Figure 7. CAP KO parasites are still connected by a decentralised residual body.
(A) FRAP analysis of ∆CAPCAP parasites. The images and graphs represent sequential photobleaching and recovery measurements of individual parasites within the vacuole. (B) (i) FIB SEM of the vacuole from (A) with a 3D model highlighting the residual body (green skeleton representing how the approximate centre can be traced through to the basal poles) and parasite openings at the basal pole (orange ring). Note that the illustrated connections display the distance between the parasite’s posterior ends, and do not represent tubular connections between them. Numbering of parasites is consistent with (A). (ii) Zoomed image of the residual body from (i), (iii) zoomed image of the residual body from (i) overlaid with the 3D model. (C) FRAP analysis of ∆CAP parasites. The images and graphs represent sequential photobleaching and recovery measurements of individual parasites within the vacuole. (D) (i) FIB SEM of the vacuole from (C), numbering of parasites is consistent with (C). (ii) Zoomed image of the boxed region from (i). Green arrows indicate the residual body (left panel). A 3D model highlights the residual body (green skeleton drawn through the lumen of the connections between parasites), parasite openings at the basal pole (orange ring) (right panel). (iii) A 3D model of selected features in the vacuole from (C), highlighting the residual body (green), parasite openings at the basal pole (orange ring) and coarse segmentation of two of the parasites (yellow) (left panel). This model is shown with an orthoslice from the FIB SEM volume (right panel). (E) Zoomed images of the boxed region from (Di). Blue arrows indicate a putative ER structure (left). A 3D model highlights this putative ER (blue) and parasite openings at the basal pole (orange ring) (right). (i) View facing a Z orthoslice. (ii) View facing an X orthoslice. The yellow lightning bolt indicates which parasite was photobleached and the white arrow identifies the parasite from which recovery was observed (A,C). Scale bar, 5 µm (A, C) or 1 µm (B, D, E).
Figure 7—figure supplement 1. Close up FIB SEM images of parasite connections in the ∆CAP vacuole from Figure 7C–E.
Video 8. FIB SEM of the ∆CAPCAP vacuole from Figure 7A–B with 3D model overlay.
All FIB SEM slices of the ∆CAPCAP vacuole Figure 7A–B. The 3D model highlights the residual body (green skeleton representing how the approximate centre can be traced through to the basal poles, along with a structure that extends from that centre but has no connection) and parasite openings at the basal pole (orange ring). The volume of the FIB SEM dataset shown is indicated in the Materials and methods.
Video 9. FIB SEM of the ∆CAP vacuole from Figure 7C–E with 3D model overlays.
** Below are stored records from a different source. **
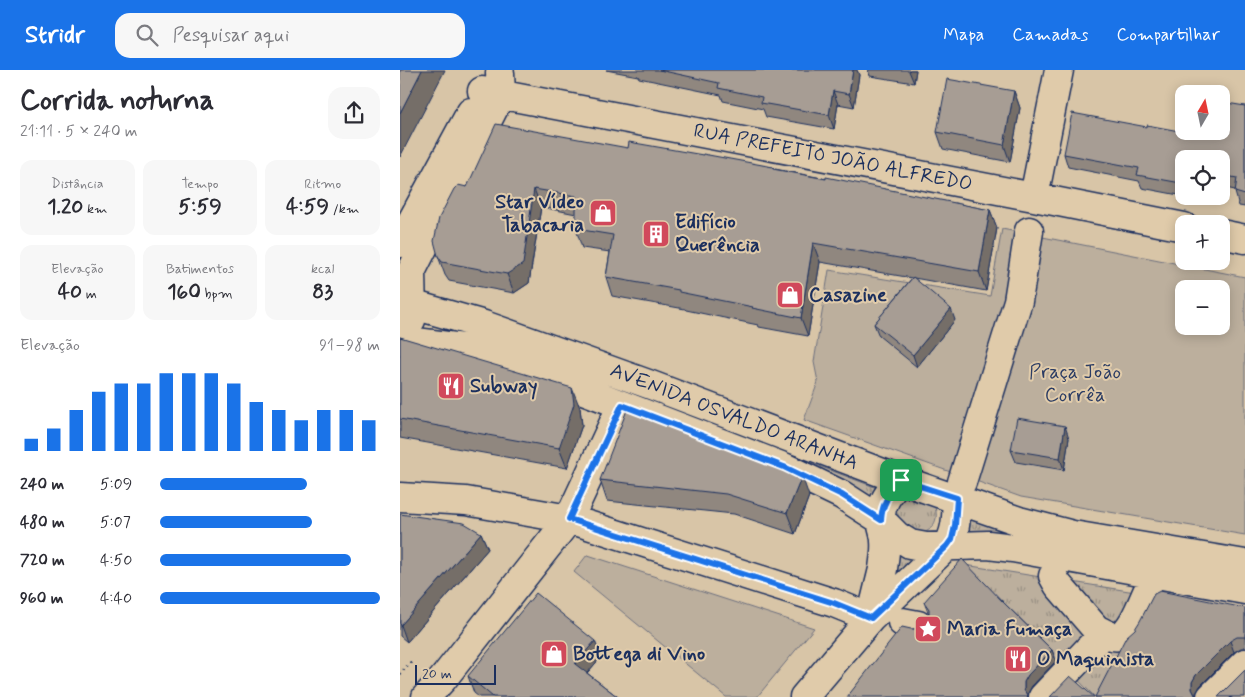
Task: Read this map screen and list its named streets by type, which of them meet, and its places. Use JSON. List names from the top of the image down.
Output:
{
  "streets": {
    "street": ["RUA PREFEITO JOÃO ALFREDO", "AVENIDA OSVALDO ARANHA"]
  },
  "parks": ["Praça João Corrêa"],
  "places": {
    "shop": ["Star Vídeo Tabacaria", "Casazine", "Bottega di Vino"],
    "building": ["Edifício Querência"],
    "restaurant": ["Subway", "O Maquinista"],
    "place": ["Maria Fumaça"]
  },
  "scale_bar": "20 m",
  "north": "top",
  "page": {
    "header": "Stridr",
    "search": "Pesquisar aqui",
    "nav": ["Mapa", "Camadas", "Compartilhar"],
    "heading": ["Corrida noturna", "21:11 · 5 × 240 m"],
    "map_buttons": ["+", "−"],
    "stats": [
      ["Distância", "1.20 km"],
      ["Tempo", "5:59"],
      ["Ritmo", "4:59 /km"],
      ["Elevação", "40 m"],
      ["Batimentos", "160 bpm"],
      ["kcal", "83"]
    ],
    "chart": ["Elevação", "91–98 m"],
    "list": [
      {
        "name": "240 m",
        "note": "5:09"
      },
      {
        "name": "480 m",
        "note": "5:07"
      },
      {
        "name": "720 m",
        "note": "4:50"
      },
      {
        "name": "960 m",
        "note": "4:40"
      }
    ],
    "scale": "20 m"
  }
}
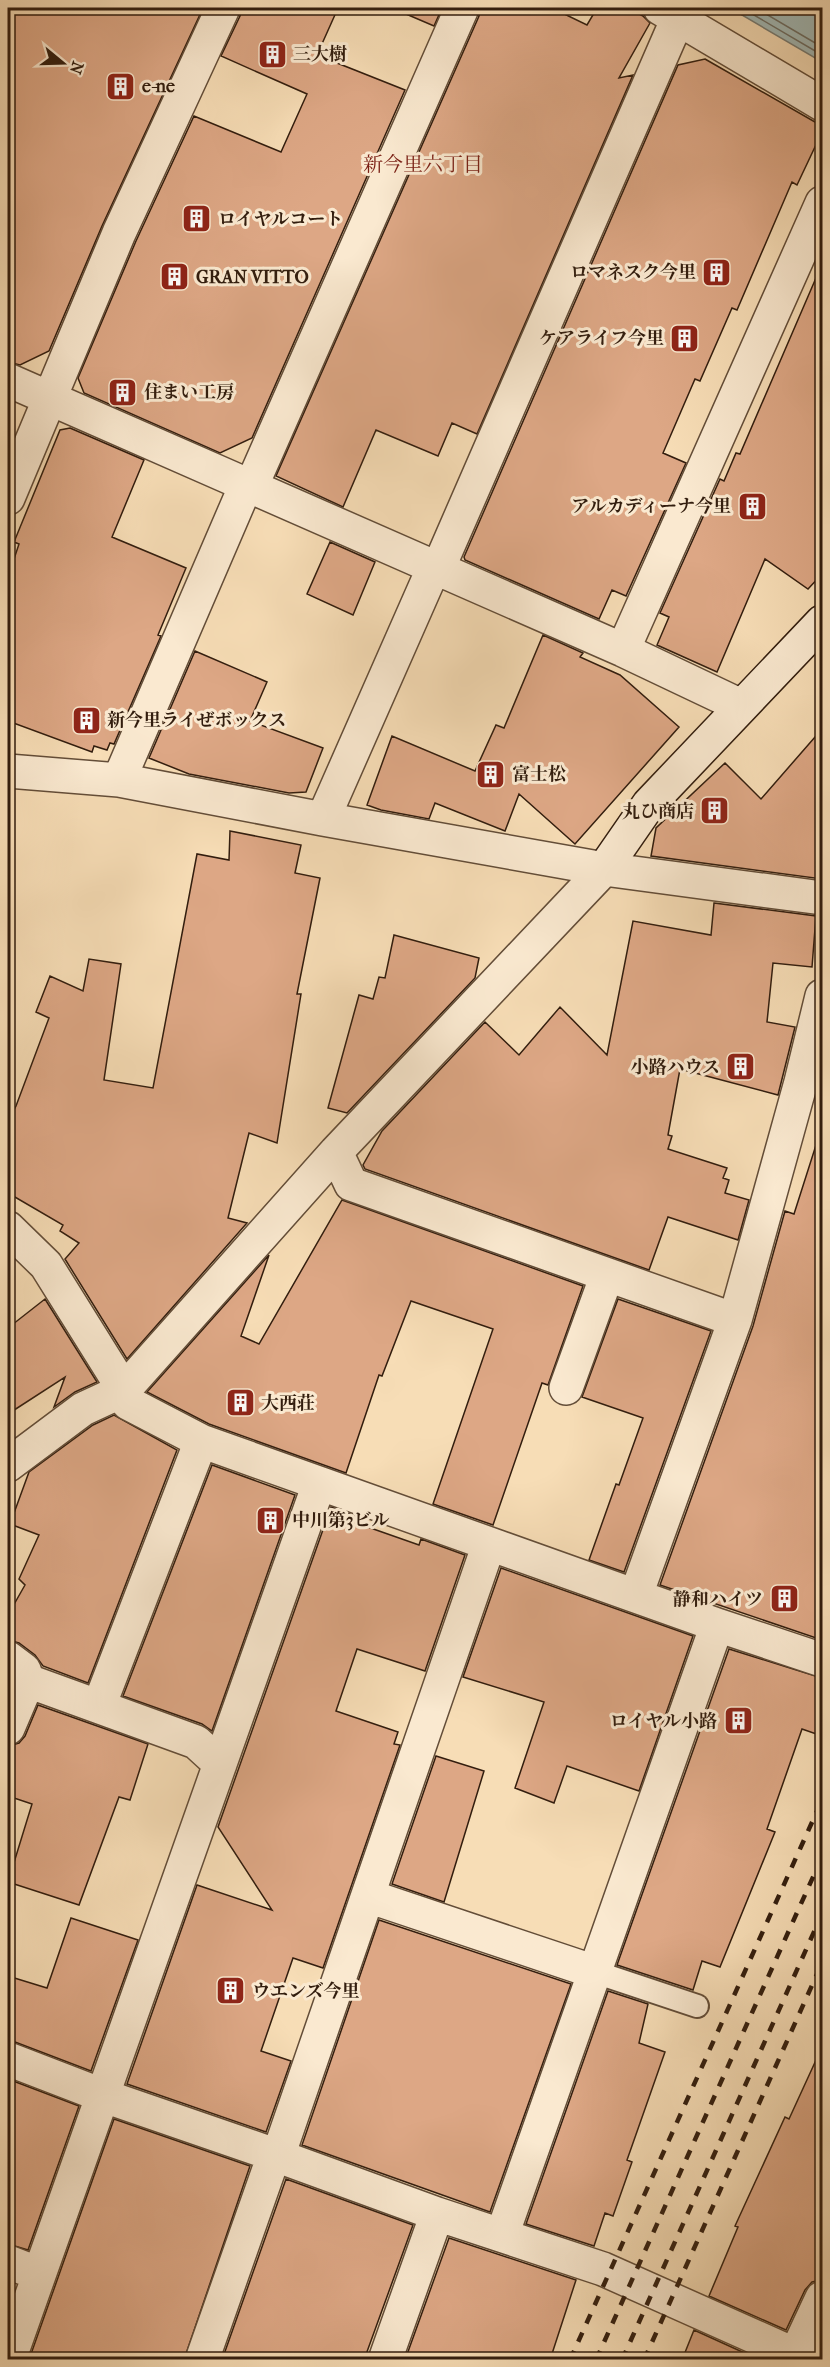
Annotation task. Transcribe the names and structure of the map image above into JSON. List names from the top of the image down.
{
  "districts": ["新今里六丁目"],
  "places": {
    "building": [
      "三大樹",
      "e-ne",
      "ロイヤルコート",
      "ロマネスク今里",
      "GRAN VITTO",
      "ケアライフ今里",
      "住まい工房",
      "アルカディーナ今里",
      "新今里ライぜボックス",
      "富士松",
      "丸ひ商店",
      "小路ハウス",
      "大西荘",
      "中川第3ビル",
      "静和ハイツ",
      "ロイヤル小路",
      "ウエンズ今里"
    ]
  },
  "north": "right"
}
All FIB SEM slices of the ∆CAP vacuole Figure 7C–E. The 3D model highlights the residual body (green skeleton drawn through the approximate central axis of the lumen of the connections between parasites), parasite openings at the basal pole (orange ring), coarse segmentation of the central part of two of the parasites (yellow), and part of the putative ER (blue, note that only a selected region was segmented; from the inner face of two of the basal pores through part of the decentralised residual body). The volume of the FIB SEM dataset shown is indicated in the Materials and methods.
While ∆CAP parasites appear to be connected via a decentralised residual body, it could be that transfer of material through these connections is limited by physical barriers, such as the mitochondria which have previously been observed in the residual body (Frénal et al., 2017b). Close examination of the residual body connections showed only one such connection contained two mitochondria and a constriction of the decentralised residual body lumen to ~50 nm, while all other connections appeared free of large physical barriers, indicating that this is unlikely an explanation for the lack of RTORP between parasites. However, we observed a complex network of tubules and sheet-like structures, likely representing the endoplasmic reticulum, in the connections (Figure 7E) (Puhka et al., 2012; Schroeder et al., 2019; Tomavo et al., 2013; West et al., 2011). One of these tubular structures, tracked in three dimensions, was shown to enter multiple parasites via the basal pole, suggesting a possible continuum between them, which was also observed in the WT CAP complemented parasites. This has not been further examined here but could contribute to exchange of material between parasites.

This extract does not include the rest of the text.